What you should do →
All lines from the first one in the listing below to the one holding "--surface:#fff; --page:#f2f2f3; --text:#1f2937;", inclusive, are to be copied exactly.

Data in this exercise →

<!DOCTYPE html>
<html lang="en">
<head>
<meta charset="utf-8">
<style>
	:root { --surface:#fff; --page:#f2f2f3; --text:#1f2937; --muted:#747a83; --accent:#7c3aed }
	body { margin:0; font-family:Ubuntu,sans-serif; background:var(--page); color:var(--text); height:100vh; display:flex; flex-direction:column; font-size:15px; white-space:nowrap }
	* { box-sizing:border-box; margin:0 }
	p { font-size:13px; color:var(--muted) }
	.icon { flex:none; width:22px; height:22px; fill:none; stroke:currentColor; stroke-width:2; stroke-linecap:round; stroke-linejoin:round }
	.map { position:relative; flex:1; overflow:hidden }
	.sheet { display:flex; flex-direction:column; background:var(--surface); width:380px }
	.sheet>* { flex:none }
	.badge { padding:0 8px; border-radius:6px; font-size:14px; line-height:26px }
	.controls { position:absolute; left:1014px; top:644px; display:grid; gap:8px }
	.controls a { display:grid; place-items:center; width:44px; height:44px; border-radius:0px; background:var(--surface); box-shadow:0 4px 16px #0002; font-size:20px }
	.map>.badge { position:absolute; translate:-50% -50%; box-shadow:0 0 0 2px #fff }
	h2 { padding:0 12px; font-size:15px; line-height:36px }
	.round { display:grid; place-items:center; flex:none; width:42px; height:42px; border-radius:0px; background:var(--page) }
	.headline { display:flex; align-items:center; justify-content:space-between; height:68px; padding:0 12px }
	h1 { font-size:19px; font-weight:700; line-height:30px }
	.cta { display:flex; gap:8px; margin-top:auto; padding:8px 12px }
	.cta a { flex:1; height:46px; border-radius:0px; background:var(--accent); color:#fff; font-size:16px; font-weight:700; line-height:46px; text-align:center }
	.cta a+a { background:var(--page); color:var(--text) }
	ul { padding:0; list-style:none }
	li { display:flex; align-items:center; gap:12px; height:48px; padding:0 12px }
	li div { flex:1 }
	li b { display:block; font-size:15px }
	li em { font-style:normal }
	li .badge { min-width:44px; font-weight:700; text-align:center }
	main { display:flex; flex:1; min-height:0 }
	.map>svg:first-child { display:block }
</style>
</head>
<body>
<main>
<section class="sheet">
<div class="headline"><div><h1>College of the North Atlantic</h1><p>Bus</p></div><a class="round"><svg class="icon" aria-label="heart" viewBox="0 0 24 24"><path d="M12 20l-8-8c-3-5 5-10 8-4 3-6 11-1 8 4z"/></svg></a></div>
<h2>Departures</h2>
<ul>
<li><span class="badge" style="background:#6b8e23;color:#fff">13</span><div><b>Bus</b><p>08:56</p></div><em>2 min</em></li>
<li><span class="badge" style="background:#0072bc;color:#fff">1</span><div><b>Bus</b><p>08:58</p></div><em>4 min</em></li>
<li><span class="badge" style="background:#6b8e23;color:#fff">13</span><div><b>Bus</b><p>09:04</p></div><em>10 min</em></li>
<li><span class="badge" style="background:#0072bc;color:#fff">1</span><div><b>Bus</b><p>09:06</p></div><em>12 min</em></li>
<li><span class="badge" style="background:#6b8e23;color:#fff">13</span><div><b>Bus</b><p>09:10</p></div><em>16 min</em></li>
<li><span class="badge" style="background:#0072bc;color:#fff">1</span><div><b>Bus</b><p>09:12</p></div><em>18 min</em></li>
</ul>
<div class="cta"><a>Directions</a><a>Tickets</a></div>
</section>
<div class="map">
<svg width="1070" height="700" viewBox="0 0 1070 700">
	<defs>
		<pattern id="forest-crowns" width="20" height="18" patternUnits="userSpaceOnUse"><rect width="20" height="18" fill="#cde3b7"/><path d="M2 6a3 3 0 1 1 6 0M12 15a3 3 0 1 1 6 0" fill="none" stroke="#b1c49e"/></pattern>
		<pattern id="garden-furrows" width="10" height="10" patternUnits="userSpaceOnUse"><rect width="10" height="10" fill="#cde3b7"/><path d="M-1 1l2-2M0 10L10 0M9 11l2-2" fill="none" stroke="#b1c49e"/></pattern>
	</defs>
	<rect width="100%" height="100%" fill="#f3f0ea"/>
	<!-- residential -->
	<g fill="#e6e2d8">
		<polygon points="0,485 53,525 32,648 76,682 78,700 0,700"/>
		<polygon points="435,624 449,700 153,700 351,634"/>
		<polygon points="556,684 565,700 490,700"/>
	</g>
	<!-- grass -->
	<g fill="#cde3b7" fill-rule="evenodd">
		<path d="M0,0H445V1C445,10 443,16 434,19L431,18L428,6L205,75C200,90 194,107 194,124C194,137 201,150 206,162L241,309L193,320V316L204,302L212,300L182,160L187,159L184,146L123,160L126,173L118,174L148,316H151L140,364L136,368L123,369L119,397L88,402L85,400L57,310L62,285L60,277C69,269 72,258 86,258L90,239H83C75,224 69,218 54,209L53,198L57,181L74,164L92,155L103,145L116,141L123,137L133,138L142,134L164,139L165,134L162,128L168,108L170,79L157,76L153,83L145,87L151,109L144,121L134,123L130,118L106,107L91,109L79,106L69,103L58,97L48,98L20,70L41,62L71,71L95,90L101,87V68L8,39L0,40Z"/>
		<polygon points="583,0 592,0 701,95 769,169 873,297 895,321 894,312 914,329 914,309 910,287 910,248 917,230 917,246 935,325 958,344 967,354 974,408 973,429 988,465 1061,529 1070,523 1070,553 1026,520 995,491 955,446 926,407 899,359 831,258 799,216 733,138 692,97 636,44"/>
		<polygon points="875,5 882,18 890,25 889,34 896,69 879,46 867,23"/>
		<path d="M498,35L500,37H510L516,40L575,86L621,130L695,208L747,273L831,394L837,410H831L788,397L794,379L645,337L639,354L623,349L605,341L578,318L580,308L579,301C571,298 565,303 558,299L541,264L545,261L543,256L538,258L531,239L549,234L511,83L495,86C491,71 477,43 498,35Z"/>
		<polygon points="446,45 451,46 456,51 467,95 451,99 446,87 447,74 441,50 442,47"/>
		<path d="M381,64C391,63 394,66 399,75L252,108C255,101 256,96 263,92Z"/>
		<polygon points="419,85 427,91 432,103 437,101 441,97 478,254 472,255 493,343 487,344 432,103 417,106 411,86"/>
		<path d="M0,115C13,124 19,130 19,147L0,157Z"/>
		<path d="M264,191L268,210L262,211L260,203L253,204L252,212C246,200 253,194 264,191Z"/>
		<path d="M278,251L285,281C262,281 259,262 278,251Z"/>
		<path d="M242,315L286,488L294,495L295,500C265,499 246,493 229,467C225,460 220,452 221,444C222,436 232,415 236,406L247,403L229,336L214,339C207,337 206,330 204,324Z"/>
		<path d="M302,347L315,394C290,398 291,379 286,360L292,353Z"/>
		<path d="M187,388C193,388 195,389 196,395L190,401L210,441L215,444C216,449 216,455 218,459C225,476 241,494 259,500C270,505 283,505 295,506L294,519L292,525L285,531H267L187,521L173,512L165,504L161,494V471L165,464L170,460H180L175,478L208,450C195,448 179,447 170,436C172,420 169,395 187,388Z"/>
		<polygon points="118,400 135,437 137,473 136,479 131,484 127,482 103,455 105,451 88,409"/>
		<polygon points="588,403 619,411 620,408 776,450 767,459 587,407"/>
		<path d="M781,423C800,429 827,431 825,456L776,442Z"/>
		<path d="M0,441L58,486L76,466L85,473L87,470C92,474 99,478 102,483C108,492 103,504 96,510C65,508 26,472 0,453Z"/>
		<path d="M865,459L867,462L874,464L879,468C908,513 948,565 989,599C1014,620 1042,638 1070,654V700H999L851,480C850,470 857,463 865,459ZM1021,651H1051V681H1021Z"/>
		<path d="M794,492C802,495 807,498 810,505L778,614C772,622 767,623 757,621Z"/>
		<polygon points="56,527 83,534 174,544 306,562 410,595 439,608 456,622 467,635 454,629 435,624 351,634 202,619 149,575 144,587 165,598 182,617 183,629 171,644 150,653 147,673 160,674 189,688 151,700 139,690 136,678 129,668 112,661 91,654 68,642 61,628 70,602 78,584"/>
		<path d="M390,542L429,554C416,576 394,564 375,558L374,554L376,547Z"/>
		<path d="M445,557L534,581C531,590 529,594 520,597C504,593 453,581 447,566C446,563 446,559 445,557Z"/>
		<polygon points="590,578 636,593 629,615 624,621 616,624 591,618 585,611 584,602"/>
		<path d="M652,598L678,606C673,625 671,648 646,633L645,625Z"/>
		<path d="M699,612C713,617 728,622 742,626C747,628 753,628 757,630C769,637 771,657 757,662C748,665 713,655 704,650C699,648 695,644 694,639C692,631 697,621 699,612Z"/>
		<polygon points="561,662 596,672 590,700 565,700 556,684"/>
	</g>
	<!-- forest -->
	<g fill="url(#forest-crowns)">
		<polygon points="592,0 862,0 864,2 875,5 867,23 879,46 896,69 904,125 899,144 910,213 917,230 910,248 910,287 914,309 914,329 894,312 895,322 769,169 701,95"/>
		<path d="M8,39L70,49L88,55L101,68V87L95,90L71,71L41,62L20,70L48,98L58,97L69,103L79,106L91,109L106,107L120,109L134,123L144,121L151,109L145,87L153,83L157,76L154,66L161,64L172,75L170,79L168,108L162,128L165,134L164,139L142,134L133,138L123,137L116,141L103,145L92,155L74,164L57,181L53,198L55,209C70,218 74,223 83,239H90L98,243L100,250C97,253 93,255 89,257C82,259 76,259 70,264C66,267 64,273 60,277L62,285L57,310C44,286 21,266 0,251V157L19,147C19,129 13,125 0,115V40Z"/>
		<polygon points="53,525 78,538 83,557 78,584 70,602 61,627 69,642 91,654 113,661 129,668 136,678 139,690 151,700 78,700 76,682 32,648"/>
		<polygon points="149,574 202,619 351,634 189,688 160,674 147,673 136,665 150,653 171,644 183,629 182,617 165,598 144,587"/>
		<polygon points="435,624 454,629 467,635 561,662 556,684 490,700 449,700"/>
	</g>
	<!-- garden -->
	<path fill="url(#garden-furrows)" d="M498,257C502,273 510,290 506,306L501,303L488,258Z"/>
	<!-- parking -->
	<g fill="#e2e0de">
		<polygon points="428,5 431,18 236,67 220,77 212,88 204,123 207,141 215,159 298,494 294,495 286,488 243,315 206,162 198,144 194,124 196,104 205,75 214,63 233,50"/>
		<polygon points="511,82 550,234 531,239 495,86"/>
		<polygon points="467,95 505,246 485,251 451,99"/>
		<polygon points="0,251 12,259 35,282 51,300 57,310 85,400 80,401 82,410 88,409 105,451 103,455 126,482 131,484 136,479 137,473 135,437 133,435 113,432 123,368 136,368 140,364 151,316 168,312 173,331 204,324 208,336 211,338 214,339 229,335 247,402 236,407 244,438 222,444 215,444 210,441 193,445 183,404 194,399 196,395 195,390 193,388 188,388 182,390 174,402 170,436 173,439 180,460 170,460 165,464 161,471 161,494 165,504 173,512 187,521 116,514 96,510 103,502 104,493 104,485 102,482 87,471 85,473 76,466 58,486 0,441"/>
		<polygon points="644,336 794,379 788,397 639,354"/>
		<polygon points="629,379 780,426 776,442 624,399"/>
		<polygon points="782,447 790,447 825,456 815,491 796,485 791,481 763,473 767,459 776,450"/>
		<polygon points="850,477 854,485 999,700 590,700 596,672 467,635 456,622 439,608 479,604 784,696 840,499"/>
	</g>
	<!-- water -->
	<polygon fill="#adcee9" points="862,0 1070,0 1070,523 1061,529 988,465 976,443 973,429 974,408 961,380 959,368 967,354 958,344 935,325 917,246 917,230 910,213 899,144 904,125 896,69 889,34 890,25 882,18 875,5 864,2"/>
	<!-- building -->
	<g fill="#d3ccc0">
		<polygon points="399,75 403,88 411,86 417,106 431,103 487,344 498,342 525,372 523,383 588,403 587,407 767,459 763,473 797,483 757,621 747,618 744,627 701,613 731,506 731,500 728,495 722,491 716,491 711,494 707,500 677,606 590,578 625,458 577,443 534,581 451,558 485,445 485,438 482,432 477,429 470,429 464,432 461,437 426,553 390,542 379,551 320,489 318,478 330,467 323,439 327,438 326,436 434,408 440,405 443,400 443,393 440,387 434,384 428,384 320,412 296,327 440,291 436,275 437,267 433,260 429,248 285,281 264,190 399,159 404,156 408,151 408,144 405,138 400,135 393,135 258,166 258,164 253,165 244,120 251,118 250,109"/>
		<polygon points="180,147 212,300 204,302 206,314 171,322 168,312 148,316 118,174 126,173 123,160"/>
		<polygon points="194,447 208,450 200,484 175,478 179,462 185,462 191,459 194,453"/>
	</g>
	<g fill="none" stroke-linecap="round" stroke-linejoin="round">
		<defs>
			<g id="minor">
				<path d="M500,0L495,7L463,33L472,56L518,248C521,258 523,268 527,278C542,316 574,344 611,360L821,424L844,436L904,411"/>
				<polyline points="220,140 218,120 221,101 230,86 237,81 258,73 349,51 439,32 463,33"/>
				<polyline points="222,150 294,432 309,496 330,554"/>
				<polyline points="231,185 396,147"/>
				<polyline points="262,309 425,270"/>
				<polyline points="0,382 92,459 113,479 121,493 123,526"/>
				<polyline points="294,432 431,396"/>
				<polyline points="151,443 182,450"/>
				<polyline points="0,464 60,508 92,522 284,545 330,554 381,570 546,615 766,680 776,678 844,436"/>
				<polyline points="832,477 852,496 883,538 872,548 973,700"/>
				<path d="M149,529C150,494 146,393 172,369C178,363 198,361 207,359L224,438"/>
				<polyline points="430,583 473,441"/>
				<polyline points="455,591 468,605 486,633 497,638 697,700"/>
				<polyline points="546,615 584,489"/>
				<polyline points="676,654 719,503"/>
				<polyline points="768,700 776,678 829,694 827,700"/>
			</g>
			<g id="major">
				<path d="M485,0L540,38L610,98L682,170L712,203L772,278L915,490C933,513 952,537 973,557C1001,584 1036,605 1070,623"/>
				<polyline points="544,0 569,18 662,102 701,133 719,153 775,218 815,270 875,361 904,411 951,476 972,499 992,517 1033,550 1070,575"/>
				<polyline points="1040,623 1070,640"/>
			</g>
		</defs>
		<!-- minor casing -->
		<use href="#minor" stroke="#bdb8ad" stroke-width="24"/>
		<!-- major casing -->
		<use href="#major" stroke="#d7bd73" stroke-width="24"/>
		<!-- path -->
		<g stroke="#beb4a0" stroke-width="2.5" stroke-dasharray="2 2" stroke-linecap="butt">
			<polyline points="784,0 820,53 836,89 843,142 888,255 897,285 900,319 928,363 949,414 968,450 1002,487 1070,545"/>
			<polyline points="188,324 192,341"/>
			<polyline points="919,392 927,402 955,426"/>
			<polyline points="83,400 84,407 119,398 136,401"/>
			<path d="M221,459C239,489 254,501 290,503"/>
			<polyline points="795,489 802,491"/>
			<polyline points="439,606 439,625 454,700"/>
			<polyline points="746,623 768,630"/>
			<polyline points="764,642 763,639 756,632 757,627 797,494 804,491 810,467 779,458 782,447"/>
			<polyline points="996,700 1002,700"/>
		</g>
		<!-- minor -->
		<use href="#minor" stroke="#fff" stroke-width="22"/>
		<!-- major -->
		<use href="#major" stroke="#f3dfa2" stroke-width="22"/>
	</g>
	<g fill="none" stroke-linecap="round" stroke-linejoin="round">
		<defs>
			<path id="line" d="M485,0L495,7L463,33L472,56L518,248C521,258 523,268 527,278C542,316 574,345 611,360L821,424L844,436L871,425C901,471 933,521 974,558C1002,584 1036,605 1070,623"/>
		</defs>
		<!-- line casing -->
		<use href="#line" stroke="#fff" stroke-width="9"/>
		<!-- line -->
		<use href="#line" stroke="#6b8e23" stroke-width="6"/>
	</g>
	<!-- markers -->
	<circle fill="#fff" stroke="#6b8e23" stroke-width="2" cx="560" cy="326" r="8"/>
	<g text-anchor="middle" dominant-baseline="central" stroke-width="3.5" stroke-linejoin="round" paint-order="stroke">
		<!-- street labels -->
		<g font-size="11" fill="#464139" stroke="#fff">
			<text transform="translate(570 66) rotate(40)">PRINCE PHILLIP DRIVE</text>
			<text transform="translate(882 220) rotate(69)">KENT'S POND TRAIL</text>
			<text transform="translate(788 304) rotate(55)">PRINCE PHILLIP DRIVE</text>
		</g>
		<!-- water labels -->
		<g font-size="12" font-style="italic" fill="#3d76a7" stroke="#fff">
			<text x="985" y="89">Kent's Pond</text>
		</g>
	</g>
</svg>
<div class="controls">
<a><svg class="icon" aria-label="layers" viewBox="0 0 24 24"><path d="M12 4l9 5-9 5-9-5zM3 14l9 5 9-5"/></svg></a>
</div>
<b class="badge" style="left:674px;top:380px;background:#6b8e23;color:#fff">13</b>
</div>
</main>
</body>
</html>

Response to this task →
<!DOCTYPE html>
<html lang="en">
<head>
<meta charset="utf-8">
<style>
	:root { --surface:#fff; --page:#f2f2f3; --text:#1f2937; --muted:#747a83; --accent:#7c3aed }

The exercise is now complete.